Madhu–Kaiṭabha, Nārāyaṇa’s Yoga-Nidrā, Rudra’s Manifestation, and the Aṣṭamūrti–Trimūrti Teaching
क्रोधेन महताविष्टौ महापर्वतविग्रहौ / कर्णान्तरसमुद्भूतौ देवदेवस्य शार्ङ्गिणः
krodhena mahatāviṣṭau mahāparvatavigrahau / karṇāntarasamudbhūtau devadevasya śārṅgiṇaḥ
അവർ മഹാക്രോധത്തിൽ ആവിഷ്ടരായി, മഹാപർവ്വതങ്ങളെപ്പോലെയുള്ള ദേഹമുള്ളവർ; ദേവദേവനായ ശാർങ്ഗധാരിയായ പ്രഭുവിന്റെ കർണ്ണഗുഹയുടെ അന്തരത്തിൽ നിന്നാണ് അവർ ഉദ്ഭവിച്ചത്.

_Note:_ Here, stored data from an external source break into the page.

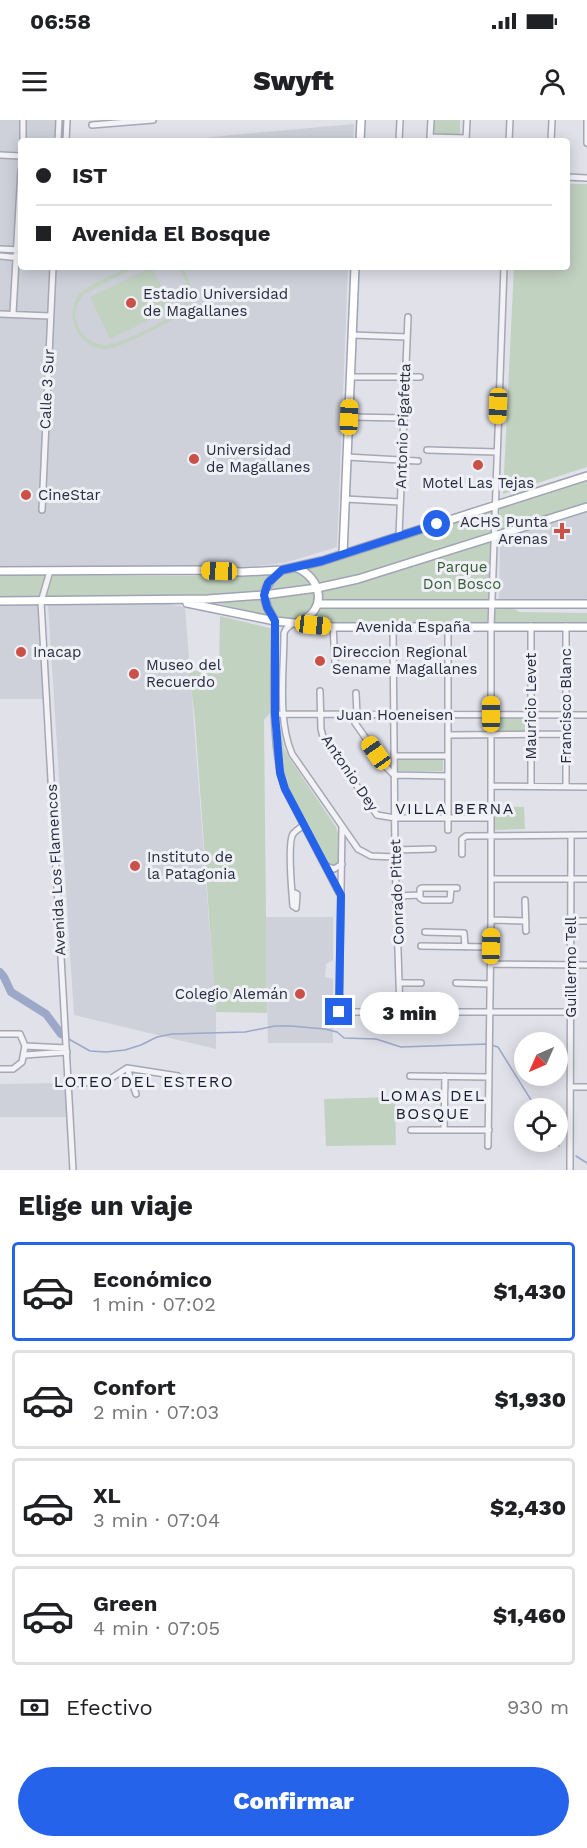 <!DOCTYPE html>
<html lang="es">
<meta charset="utf-8">
<style>
:root{--surface:#fff;--page:#f2f2f2;--text:#202124;--muted:#757577;--line:#e0e0e0;--accent:#2563eb}
body{margin:0;font-family:"Work Sans",sans-serif;background:var(--page);color:var(--text);height:100vh;display:flex;flex-direction:column;font-size:22px;white-space:nowrap}
*{box-sizing:border-box;margin:0}
p{font-size:20px;color:var(--muted)}
.icon{flex:none;width:33px;height:33px;fill:none;stroke:currentColor;stroke-width:2;stroke-linecap:round;stroke-linejoin:round}
.map{position:relative;height:1050px;overflow:hidden}
.panel{display:flex;flex-direction:column;background:var(--surface);flex:1}
.panel>*{flex:none}
.guide{position:absolute;left:18px;top:18px;width:552px;height:132px;border-radius:6px;box-shadow:0 3px 15px #0003;display:grid;align-content:center;height:132px;padding:0 18px;background:var(--surface)}
.needle{width:39px;rotate:225deg}
.tools{position:absolute;left:514px;top:912px;display:grid;gap:12px}
.tools a{display:grid;place-items:center;width:54px;height:54px;border-radius:50%;background:var(--surface);box-shadow:0 3px 15px #0003;font-size:30px}
.end{position:absolute;width:27px;height:27px;margin:-14px;border:8px solid #2563eb;background:#fff;box-shadow:0 0 0 3px #fff}
.from{border-radius:50%}
.bubble{position:absolute;height:42px;border-radius:21px;background:var(--surface);box-shadow:0 3px 15px #0003;font-size:20px;font-weight:800;line-height:42px;text-align:center}
.car{position:absolute;width:18px;height:36px;margin:-18px -9px;border-radius:8px;box-shadow:0 0 4px 2px #0007;background:linear-gradient(#f5c518 24%,#345 0 40%,#f5c518 0 76%,#345 0 86%,#f5c518 0)}
.guide b{display:flex;align-items:center;gap:21px;height:57px;font-size:22px}
.guide b+b{border-top:2px solid var(--line)}
.guide i{width:15px;height:15px;background:var(--text)}
ul{padding:0;list-style:none}
li{display:flex;align-items:center;gap:18px;height:99px;margin:0 12px 9px;padding:0 6px;border:3px solid var(--line);border-radius:6px}
li div{flex:1}
li b{display:block;font-size:22px}
li em{font-style:normal;font-weight:800}
li.on{border-color:var(--accent)}
li>.icon{width:54px;height:54px;stroke-width:1.5}
h2{padding:0 18px;font-size:27px;line-height:72px}
.pay{display:flex;align-items:center;gap:15px;height:66px;padding:0 18px;font-size:22px}
.pay p{margin-inline-start:auto}
.action{display:flex;gap:12px;margin-top:auto;padding:12px 18px}
.action a{flex:1;height:69px;border-radius:36px;background:var(--accent);color:#fff;font-size:24px;font-weight:800;line-height:69px;text-align:center}
.status{display:flex;justify-content:space-between;align-items:center;height:42px;padding:0 30px;background:var(--surface);direction:ltr}
.status svg{height:16px;fill:currentColor}
header{display:flex;justify-content:space-between;align-items:center;height:78px;padding:0 18px;background:var(--surface);font-size:27px;font-weight:800}
.map>svg:first-child{display:block}
.built{fill:#ced0da}
.green{fill:#c2d2c1}
.lines{fill:none;stroke-linecap:round;stroke-linejoin:round}
.stream{stroke:#9ca8c8;stroke-width:1.5}
.river{stroke:#9ca8c8;stroke-width:8}
.minor-casing{stroke:#a5a7b3;stroke-width:8}
.major-casing{stroke:#9fa3b4;stroke-width:10}
.minor{stroke:#f3f3f7;stroke-width:5}
.major{stroke:#fff;stroke-width:7}
.route{stroke:#2563eb;stroke-width:8}
.poi-dot{fill:#cb5048;stroke:#eff1f6;stroke-width:2}
.labels{text-anchor:middle;dominant-baseline:central;stroke-width:6;stroke-linejoin:round;paint-order:stroke}
.poi-label{font-size:15px;fill:#292c40;stroke:#eff1f6;text-anchor:start}
.street-label{font-size:15px;fill:#292c40;stroke:#eff1f6}
.park-label{font-size:15px;fill:#375b37;stroke:#eff1f6}
.neighbourhood-label{font-size:16px;letter-spacing:1.5px;fill:#1b1e30;stroke:#eff1f6}
</style>
<div class="status"><b>06:58</b><svg viewBox="0 0 49 12"><path d="M0 12V9h3v3zM5 12V6h3v6zM10 12V3h3v9zM15 12V0h3v12zM26 1h20v11H26zM47 4h2v5h-2z"/></svg></div>
<header><svg class="icon" aria-label="menu" viewBox="0 0 24 24"><path d="M4 6h16M4 12h16M4 18h16"/></svg>Swyft<svg class="icon" aria-label="person" viewBox="0 0 24 24"><circle cx="12" cy="8" r="4"/><path d="M4 21q1-7 8-7t8 7"/></svg></header>
<div class="map">
<svg width="587" height="1050" viewBox="0 0 587 1050">
<rect width="100%" height="100%" fill="#e0e1e9"/>
<path class="built" d="M0 0H62L61 21H21V147H348L337 427 284 443 243 447 0 446Z
M354 4 353 21H180L221 16Z
M587 392V478L583 480 499 479 500 419Z
M0 484 39 485 45 579H0Z
M48 484H168L185 487 216 892V929L74 895Z
M266 797H333V840L326 844 325 857 333 859V923H268Z
M66 963 67 997H0V964Z"/>
<path class="green" d="M433 0H460V16L433 13Z
M567 64H587V347L503 374 514 147H567Z
M129 147H136L84 174C77 182 73 193 77 204 81 216 92 224 105 225 117 226 165 201 177 193 191 178 191 163 177 147H182C196 169 195 187 171 201 153 209 131 223 112 228 84 235 63 200 77 177 85 165 116 154 129 147Z
M152 147 172 189 110 219 90 177Z
M587 356V383L498 413 500 385Z
M492 384 491 414 355 458 321 464 304 447Z
M490 422 489 481 325 482 322 479 321 472 324 469 359 461Z
M266 476a25 25 0 1 1 50 0a25 25 0 1 1-50 0Z
M270 454 264 462 260 473 183 478 46 479 53 455 190 456Z
M0 455H46L40 478H0Z
M260 479 270 497 217 483Z
M512 487 519 492 587 493V504L497 505 495 502V490L498 488Z
M322 488H487L490 490 489 502 486 504 320 505 314 500 317 493Z
M220 496 273 509V590L264 600 267 893 216 892 195 600 189 550 219 554Z
M496 597H528L529 611 528 612H498L494 609V600Z
M279 600 284 628 290 639 336 707 340 720 339 741 335 745 328 744 289 673 283 653Z
M398 639H443V651H398Z
M495 686 524 687 525 709 495 710Z
M395 977 396 1025 326 1026 324 979Z"/>
<g class="lines">
<path class="stream" d="M67 918 90 931 106 932 125 930 141 925 157 917 172 914 245 912 275 906H291L325 909 337 912 344 918 376 919 401 927 487 924 498 927 536 988
M557 1022 559 1026
M576 1036 587 1043"/>
<path class="river" d="M0 852 4 857 11 872 46 894 61 914"/>
<defs>
<path id="minor" d="M431 0 430 17 466 18
M587 0V23
M92 5 153 0
M466 19 467 0
M23 21V0
M58 21 59 0
M66 21 67 0
M399 21 400 0
M509 21 510 0
M551 21 552 0
M0 35 21 36
M567 57 587 58
M0 129 21 130
M0 136 21 138
M13 193 21 50
M0 194 50 196
M352 215 407 217
M350 257H420
M349 297 404 298
M427 330 496 332
M347 337 418 341
M345 379 400 382
M42 390 53 147
M399 416 408 197
M50 451 41 482 73 1050
M275 501C274 549 270 625 285 669L339 773
M293 503 286 509 284 513C284 551 277 599 292 634L358 729 371 736 395 737
M393 506 395 737 400 893
M333 507 335 542
M320 571 321 609 323 617 377 695 395 698H491
M356 573 357 595
M275 594 587 595
M354 595 355 603 387 648 394 655 447 656
M448 615 566 614
M395 636H448
M491 666 587 667
M531 666V506
M566 667V506
M342 707 339 892H571
M448 710V506
M395 730 433 729
M462 734V719L466 716 587 715
M326 746 334 749 342 744
M491 759H587
M451 768 450 780H423L420 778V769L422 768H457
M292 772 297 774 296 788 293 786C292 773 287 723 293 714 295 711 300 708 304 705
M397 776 420 775
M525 780 526 811
M491 800 526 801
M570 801H587
M425 812 464 813 465 827
M421 826 491 827
M491 844 587 845
M399 863H421
M456 863 490 864
M0 914H20L25 926 22 942 13 949H0
M25 926 66 928
M25 935 67 932
M127 948 136 974
M410 956 489 957
M68 964 107 961 127 948 178 956 184 963
M570 967H587
M411 1010H489
M444 1010 445 956
M488 1026 491 800V507L504 147
M570 1050 571 715"/>
<path id="major" d="M360 21 361 0
M343 434 355 147
M295 447C322 457 329 491 298 502
M0 451 194 450 242 452 282 450 322 441 587 356
M0 481 208 479 264 475 317 468 358 459 587 387
M187 483 275 501 333 507H587
M318 484H587
M275 501C261 480 260 466 282 450"/>
</defs>
<use href="#minor" class="minor-casing"/>
<use href="#major" class="major-casing"/>
<use href="#minor" class="minor"/>
<use href="#major" class="major"/>
</g>
<g class="lines">
<path class="route" d="M339 892 341 775 285 669 280 653 275 594V501L267 487 264 475 268 463 282 450 322 441 437 404"/>
</g>
<g class="poi-dot">
<circle cx="131" cy="183" r="6"/>
<circle cx="194" cy="339" r="6"/>
<circle cx="478" cy="345" r="6"/>
<circle cx="26" cy="375" r="6"/>
<path d="M559 402h6v6h6v6h-6v6h-6v-6h-6v-6h6z"/>
<circle cx="21" cy="532" r="6"/>
<circle cx="320" cy="541" r="6"/>
<circle cx="134" cy="554" r="6"/>
<circle cx="135" cy="746" r="6"/>
<circle cx="300" cy="874" r="6"/>
</g>
<g class="labels">
<g class="poi-label">
<text x="143" y="174">Estadio Universidad<tspan x="143" dy="17">de Magallanes</tspan></text>
<text x="206" y="330">Universidad<tspan x="206" dy="17">de Magallanes</tspan></text>
<text x="478" y="363" text-anchor="middle">Motel Las Tejas</text>
<text x="38" y="375">CineStar</text>
<text x="548" y="402" text-anchor="end">ACHS Punta<tspan x="548" dy="17">Arenas</tspan></text>
<text x="33" y="532">Inacap</text>
<text x="332" y="532">Direccion Regional<tspan x="332" dy="17">Sename Magallanes</tspan></text>
<text x="146" y="545">Museo del<tspan x="146" dy="17">Recuerdo</tspan></text>
<text x="147" y="737">Instituto de<tspan x="147" dy="17">la Patagonia</tspan></text>
<text x="288" y="874" text-anchor="end">Colegio Alemán</text>
</g>
<g class="street-label">
<text transform="translate(47 269) rotate(-87)">Calle 3 Sur</text>
<text transform="translate(403 306) rotate(-88)">Antonio Pigafetta</text>
<text x="413" y="507">Avenida España</text>
<text transform="translate(531 586) rotate(-90)">Mauricio Levet</text>
<text transform="translate(566 586) rotate(-90)">Francisco Blanc</text>
<text x="395" y="595">Juan Hoeneisen</text>
<text transform="translate(350 653) rotate(56)">Antonio Dey</text>
<text transform="translate(56 750) rotate(-93)">Avenida Los Flamencos</text>
<text transform="translate(397 772) rotate(-92)">Conrado Pittet</text>
<text transform="translate(571 847) rotate(-90)">Guillermo Tell</text>
</g>
<g class="park-label">
<text x="462" y="447">Parque<tspan x="462" dy="17">Don Bosco</tspan></text>
</g>
<g class="neighbourhood-label">
<text x="455" y="688">VILLA BERNA</text>
<text x="144" y="961">LOTEO DEL ESTERO</text>
<text x="433" y="975">LOMAS DEL<tspan x="433" dy="18">BOSQUE</tspan></text>
</g>
</g>
</svg>
<div class="tools">
<a><svg class="needle" viewBox="-14 -14 28 28"><path d="M0-13l5 13h-10z" fill="#e53935"/><path d="M0 13l5-13h-10z" fill="#757577"/></svg></a>
<a><svg class="icon" aria-label="locate" viewBox="0 0 24 24"><circle cx="12" cy="12" r="6"/><path d="M12 2v4M12 18v4M2 12h4M18 12h4"/></svg></a>
</div>
<i class="end from" style="left:437px;top:404px"></i>
<i class="end" style="left:339px;top:892px"></i>
<div class="bubble" style="left:360px;top:872px;width:99px">3 min</div>
<i class="car" style="left:498px;top:286px;rotate:182deg"></i>
<i class="car" style="left:349px;top:297px;rotate:2deg"></i>
<i class="car" style="left:219px;top:451px;rotate:272deg"></i>
<i class="car" style="left:313px;top:505px;rotate:96deg"></i>
<i class="car" style="left:491px;top:594px;rotate:0deg"></i>
<i class="car" style="left:376px;top:633px;rotate:325deg"></i>
<i class="car" style="left:491px;top:826px;rotate:1deg"></i>
<div class="guide">
<b><i class="from"></i>IST</b>
<b><i></i>Avenida El Bosque</b>
</div>
</div>
<section class="panel">
<h2>Elige un viaje</h2>
<ul>
<li class="on"><svg class="icon" aria-label="car" viewBox="0 0 24 24"><path d="M5 17H2v-5l4-1 3-4h7l3 4 3 1v5h-3M9 17h6M6 11h13"/><circle cx="7" cy="17" r="2"/><circle cx="17" cy="17" r="2"/></svg><div><b>Económico</b><p>1 min · 07:02</p></div><em>$1,430</em></li>
<li><svg class="icon" aria-label="car" viewBox="0 0 24 24"><path d="M5 17H2v-5l4-1 3-4h7l3 4 3 1v5h-3M9 17h6M6 11h13"/><circle cx="7" cy="17" r="2"/><circle cx="17" cy="17" r="2"/></svg><div><b>Confort</b><p>2 min · 07:03</p></div><em>$1,930</em></li>
<li><svg class="icon" aria-label="car" viewBox="0 0 24 24"><path d="M5 17H2v-5l4-1 3-4h7l3 4 3 1v5h-3M9 17h6M6 11h13"/><circle cx="7" cy="17" r="2"/><circle cx="17" cy="17" r="2"/></svg><div><b>XL</b><p>3 min · 07:04</p></div><em>$2,430</em></li>
<li><svg class="icon" aria-label="car" viewBox="0 0 24 24"><path d="M5 17H2v-5l4-1 3-4h7l3 4 3 1v5h-3M9 17h6M6 11h13"/><circle cx="7" cy="17" r="2"/><circle cx="17" cy="17" r="2"/></svg><div><b>Green</b><p>4 min · 07:05</p></div><em>$1,460</em></li>
</ul>
<div class="pay"><svg class="icon" aria-label="cash" viewBox="0 0 24 24"><path d="M3 7h18v10H3z"/><circle cx="12" cy="12" r="2"/></svg>Efectivo<p>930 m</p></div>
<div class="action"><a>Confirmar</a></div>
</section>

Sūta (narrator) recounting the Purāṇic episode to the sages (Naimiṣāraṇya frame)
Primary Rasa: raudra
Secondary Rasa: adbhuta
It implies that even fierce, world-shaking forces can arise within the sphere of the Supreme Lord; the Self remains sovereign, the source in which opposites like calm and wrath appear without diminishing transcendence.
No direct practice is prescribed in this verse; it functions as mythic groundwork. In the Kurma Purana’s broader arc, such episodes motivate later disciplines—self-mastery over krodha (anger), sense-withdrawal, and devotion—central to its Yoga-śāstra and Pāśupata-oriented teachings.
While explicitly Vaishnava in imagery (Śārṅgin), the Kurma Purana’s synthesis treats the supreme lordship (devadeva) as a shared theological register; the episode supports the Purana’s non-sectarian frame where ultimate sovereignty is affirmed without denying Shaiva pathways taught elsewhere.